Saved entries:
__________________________________________________

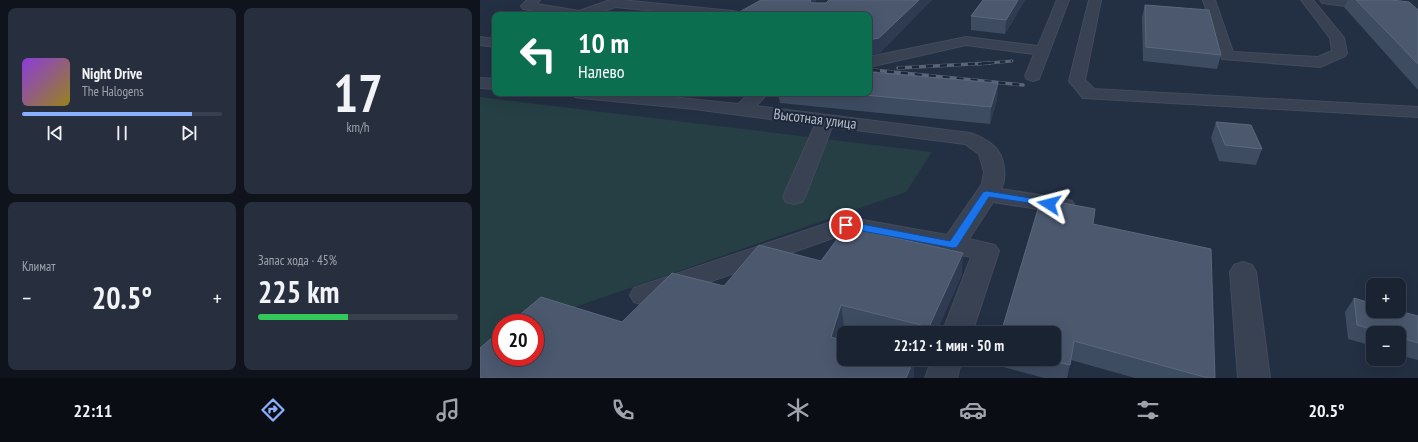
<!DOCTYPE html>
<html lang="ru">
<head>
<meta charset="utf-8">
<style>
  body { margin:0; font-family:"PT Sans Narrow",sans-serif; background:#272f3e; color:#f1f3f6; height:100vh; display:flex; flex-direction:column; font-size:15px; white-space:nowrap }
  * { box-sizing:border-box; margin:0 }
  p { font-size:13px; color:#9fa4ac }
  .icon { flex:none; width:22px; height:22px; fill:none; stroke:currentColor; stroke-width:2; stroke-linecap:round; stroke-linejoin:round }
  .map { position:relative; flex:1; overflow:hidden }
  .drawer { display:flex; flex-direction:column; gap:8px; padding:8px; background:#0e131c; width:480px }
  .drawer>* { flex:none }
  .banner { position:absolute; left:12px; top:12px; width:380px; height:84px; border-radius:8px; box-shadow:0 4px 16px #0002,0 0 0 1px #38404d; background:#0b6e4f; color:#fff; overflow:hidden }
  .fabs { position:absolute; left:886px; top:278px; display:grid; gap:8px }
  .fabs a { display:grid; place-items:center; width:40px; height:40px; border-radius:8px; background:#1a2332; box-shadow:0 4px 16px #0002,0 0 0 1px #38404d; font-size:20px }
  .speed { position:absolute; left:12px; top:314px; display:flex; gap:8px; font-size:20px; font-weight:700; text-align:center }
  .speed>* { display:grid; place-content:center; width:52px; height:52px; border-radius:50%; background:#1a2332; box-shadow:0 4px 16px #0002,0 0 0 1px #38404d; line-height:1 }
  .speed .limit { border:6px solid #d22; background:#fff; color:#111 }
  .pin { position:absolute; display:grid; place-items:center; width:34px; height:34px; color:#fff; margin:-17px; border:2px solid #fff; border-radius:50%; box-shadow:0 1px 4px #0007 }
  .me { position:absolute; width:44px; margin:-22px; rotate:279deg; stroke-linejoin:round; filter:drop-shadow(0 0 3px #0008) }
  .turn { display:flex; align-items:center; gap:14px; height:84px; padding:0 20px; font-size:18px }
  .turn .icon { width:52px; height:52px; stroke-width:2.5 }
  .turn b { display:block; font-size:28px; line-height:34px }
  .big { font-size:30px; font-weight:700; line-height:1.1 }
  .drawer .tile { flex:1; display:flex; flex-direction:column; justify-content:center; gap:6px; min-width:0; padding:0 14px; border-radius:8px; background:#272f3e }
  .drawer .dial { align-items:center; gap:0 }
  .dial b { font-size:52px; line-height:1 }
  .song { display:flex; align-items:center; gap:12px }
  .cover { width:48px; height:48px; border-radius:6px; background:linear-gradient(135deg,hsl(270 70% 55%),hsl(50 70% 35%)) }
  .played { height:4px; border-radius:2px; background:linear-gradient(90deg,#88b0ff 85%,#38404d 85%) }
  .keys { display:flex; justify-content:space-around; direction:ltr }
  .heat { display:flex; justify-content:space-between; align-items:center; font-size:22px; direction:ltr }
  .charge { height:6px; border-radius:3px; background:linear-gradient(90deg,#34c759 45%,#38404d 0) }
  .drawer .tiles { flex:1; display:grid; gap:8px; grid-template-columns:repeat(2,1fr) }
  .trip { position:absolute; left:357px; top:326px; width:224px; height:40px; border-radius:8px; background:#1a2332; box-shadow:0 4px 16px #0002,0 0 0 1px #38404d; font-weight:700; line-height:40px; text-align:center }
  .tabs { display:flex; height:64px; justify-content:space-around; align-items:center; background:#0a0e14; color:#9fa4ac }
  .tabs .icon { width:28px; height:28px }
  .tabs .on { color:#88b0ff }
  .tabs b { font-size:18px; color:#f1f3f6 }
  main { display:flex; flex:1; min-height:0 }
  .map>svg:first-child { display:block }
</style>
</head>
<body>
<main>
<section class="drawer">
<div class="tiles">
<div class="tile">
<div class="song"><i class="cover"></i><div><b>Night Drive</b><p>The Halogens</p></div></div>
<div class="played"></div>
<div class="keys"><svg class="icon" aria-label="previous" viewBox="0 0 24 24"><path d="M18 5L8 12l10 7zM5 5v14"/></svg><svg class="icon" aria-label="pause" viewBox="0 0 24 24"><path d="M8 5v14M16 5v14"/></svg><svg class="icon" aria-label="next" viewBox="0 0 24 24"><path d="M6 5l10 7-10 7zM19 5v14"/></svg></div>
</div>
<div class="tile dial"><b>17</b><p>km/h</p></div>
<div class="tile"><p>Климат</p>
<div class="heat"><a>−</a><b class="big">20.5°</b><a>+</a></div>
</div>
<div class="tile"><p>Запас хода · 45%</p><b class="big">225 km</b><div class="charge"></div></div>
</div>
</section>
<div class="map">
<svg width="938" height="378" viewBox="0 0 938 378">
  <rect width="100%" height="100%" fill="#232f43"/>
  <polygon fill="#253f44" points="0,97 452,152 426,192 78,313 55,323 21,323 21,339 0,349"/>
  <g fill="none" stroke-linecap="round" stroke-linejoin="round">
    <g stroke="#424b5c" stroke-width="2">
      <g id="minor">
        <polygon points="47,0 60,0 57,4 99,11 130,0 141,0 253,11 258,12 259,15 215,15 135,7 113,15 77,15 43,9 41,6"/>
        <polygon points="577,0 589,0 559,79 553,81 547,79 545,76 554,54 486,45 389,67 389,57 486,37 558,46"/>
        <polygon points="609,0 621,0 605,80 614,89 938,107 938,117 603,98 589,81"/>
        <polygon points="723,0 735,0 753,52 838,57 852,51 850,38 821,0 833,0 864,38 867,53 865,56 840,67 742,59"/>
        <path d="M840,0c32,0 68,0 98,11v9l-20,-7 -76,-10z"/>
        <polygon points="0,37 15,39 15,47 0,45"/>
        <polygon points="0,78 15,79 15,89 0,88"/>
        <path d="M93,93h61l104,11 12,-11h18l-12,13 214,27c8,2 19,8 25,14 10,10 12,31 6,42l63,10 8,2 3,5 -3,5 -8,2 -71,-11 -24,37 26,6 4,6 -27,82h-30l29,-76 -124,-24 -203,72 -10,-3 -4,-7 4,-7 212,-71 101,18 35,-51 2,-12 -5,-18 -14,-10 -133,-17 -27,70 -3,5 -8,2 -8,-2 -3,-5 32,-72 -121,-16 -113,-11 -6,-1z"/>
        <polygon points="763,262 772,265 776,272 790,378 758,378 750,272 754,265"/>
        <polygon points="452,359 482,359 477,378 445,378"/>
      </g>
    </g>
    <use href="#minor" fill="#384253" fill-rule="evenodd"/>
    <g stroke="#5a657a" stroke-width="3">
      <polyline id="rail-far1" points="498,64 532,61"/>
    </g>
    <g stroke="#5a657a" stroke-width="3.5">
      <g id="rail">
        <polyline points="418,68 510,63"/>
        <polyline points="393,70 543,85"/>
      </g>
    </g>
    <use href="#rail-far1" stroke="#1d2738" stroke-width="2" stroke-dasharray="5.5" stroke-linecap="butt"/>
    <use href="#rail" stroke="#1d2738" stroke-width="2.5" stroke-dasharray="7" stroke-linecap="butt"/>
  </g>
  <g fill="#3e4c62">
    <polygon points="503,0 545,0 525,34 491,30 491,16"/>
    <polygon points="868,0 912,0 938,10 938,90 864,7"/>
    <polygon points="665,5 741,55 737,69 663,61 662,17"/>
    <polygon points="518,83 517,100 510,124 300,103 298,93 389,93"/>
    <polygon points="736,122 782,149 776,165 739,161 731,138"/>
    <polygon points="613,224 735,378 655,378 591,360 587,378 564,378 516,365 516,359 574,359"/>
    <polygon points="341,261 482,274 456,333 393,333 364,326 360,340 433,362 434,378 0,378 142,322 244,286"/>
    <polygon points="874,298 938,316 938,360 919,355 919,333 893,333 893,346 868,339 865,312"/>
  </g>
  <g fill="#2e3b51">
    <polygon points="331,0 336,0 338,8 332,14 330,1"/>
    <polygon points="439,0 452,0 400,53 389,56 389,40"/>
    <polygon points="538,0 545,0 525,34 526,20"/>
    <polygon points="518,83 517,100 510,124 511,107"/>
    <polygon points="483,253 482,274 456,333 449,333 449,327"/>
    <polygon points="361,305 364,326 355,357 351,337"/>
    <polygon points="433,362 434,378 426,378"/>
  </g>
  <g fill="#4b586e" stroke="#5b687c">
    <polygon points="281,0 331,0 330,1 331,3 346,3 349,0 439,0 399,38 389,40 389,15 254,15"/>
    <polygon points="503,0 538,0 526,20 491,16"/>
    <polygon points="876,0 912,0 929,2 938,10 938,64"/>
    <polygon points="665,5 729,10 741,55 666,47"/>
    <polygon points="389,72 518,83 511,107 364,93 389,93"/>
    <polygon points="736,122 771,125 782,149 745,145"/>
    <polygon points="561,199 615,209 613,224 731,249 735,378 728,378 594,341 590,365 565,359 574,359 574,333 521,333"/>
    <polygon points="366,227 483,253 449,327 361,305 351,337 364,341 364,359 423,359 433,362 426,378 0,378 0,348 21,330 21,357 55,357 55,323 30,323 61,297 142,322 192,273 244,286 279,245 341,261"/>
    <polygon points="874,298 893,304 893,311 919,311 938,316 938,343 919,337 919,333 905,333 877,325"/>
  </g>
  <polygon fill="#1a73e8" stroke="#114b97" points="507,191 569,201 573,204 569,206 509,197 477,247 473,248 366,228 361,225 366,221 470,241 503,192"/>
  <g text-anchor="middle" stroke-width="4" stroke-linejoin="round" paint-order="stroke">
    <g font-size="15" fill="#b5bdcd" stroke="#1d2738">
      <text transform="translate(335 119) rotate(7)" y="5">Высотная улица</text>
    </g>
  </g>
</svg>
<div class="fabs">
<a>+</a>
<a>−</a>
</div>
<div class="speed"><div class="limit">20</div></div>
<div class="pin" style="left:366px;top:225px;background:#d93025"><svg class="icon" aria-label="arrive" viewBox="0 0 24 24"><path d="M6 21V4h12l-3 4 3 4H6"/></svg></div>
<svg class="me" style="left:569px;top:204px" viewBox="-20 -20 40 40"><path d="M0-17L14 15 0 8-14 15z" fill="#1a73e8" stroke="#fff" stroke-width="4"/></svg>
<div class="trip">22:12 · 1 мин · 50 m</div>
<div class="banner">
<div class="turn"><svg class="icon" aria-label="left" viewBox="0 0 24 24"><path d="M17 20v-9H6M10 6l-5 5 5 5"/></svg><div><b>10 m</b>Налево</div></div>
</div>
</div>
</main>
<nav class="tabs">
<b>22:11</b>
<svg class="icon on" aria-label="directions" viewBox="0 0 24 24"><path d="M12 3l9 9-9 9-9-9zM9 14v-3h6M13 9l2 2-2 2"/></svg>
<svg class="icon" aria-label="music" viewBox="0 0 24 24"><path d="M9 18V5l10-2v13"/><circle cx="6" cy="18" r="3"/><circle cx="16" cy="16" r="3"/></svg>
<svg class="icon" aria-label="phone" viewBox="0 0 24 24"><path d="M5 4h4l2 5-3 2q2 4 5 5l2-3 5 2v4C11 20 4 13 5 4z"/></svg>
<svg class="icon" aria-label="climate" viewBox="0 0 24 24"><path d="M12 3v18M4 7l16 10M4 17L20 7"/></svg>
<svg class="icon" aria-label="car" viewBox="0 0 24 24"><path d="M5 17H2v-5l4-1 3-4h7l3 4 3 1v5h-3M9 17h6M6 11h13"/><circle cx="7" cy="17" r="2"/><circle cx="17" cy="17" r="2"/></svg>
<svg class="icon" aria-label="filters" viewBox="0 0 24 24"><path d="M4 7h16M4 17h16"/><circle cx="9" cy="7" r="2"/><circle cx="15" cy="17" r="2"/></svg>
<b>20.5°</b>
</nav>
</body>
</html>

__________________________________________________

Your instructions —
Filter the records for lines holding the string "solid". Copy each one.

Task output —
  .speed .limit { border:6px solid #d22; background:#fff; color:#111 }
  .pin { position:absolute; display:grid; place-items:center; width:34px; height:34px; color:#fff; margin:-17px; border:2px solid #fff; border-radius:50%; box-shadow:0 1px 4px #0007 }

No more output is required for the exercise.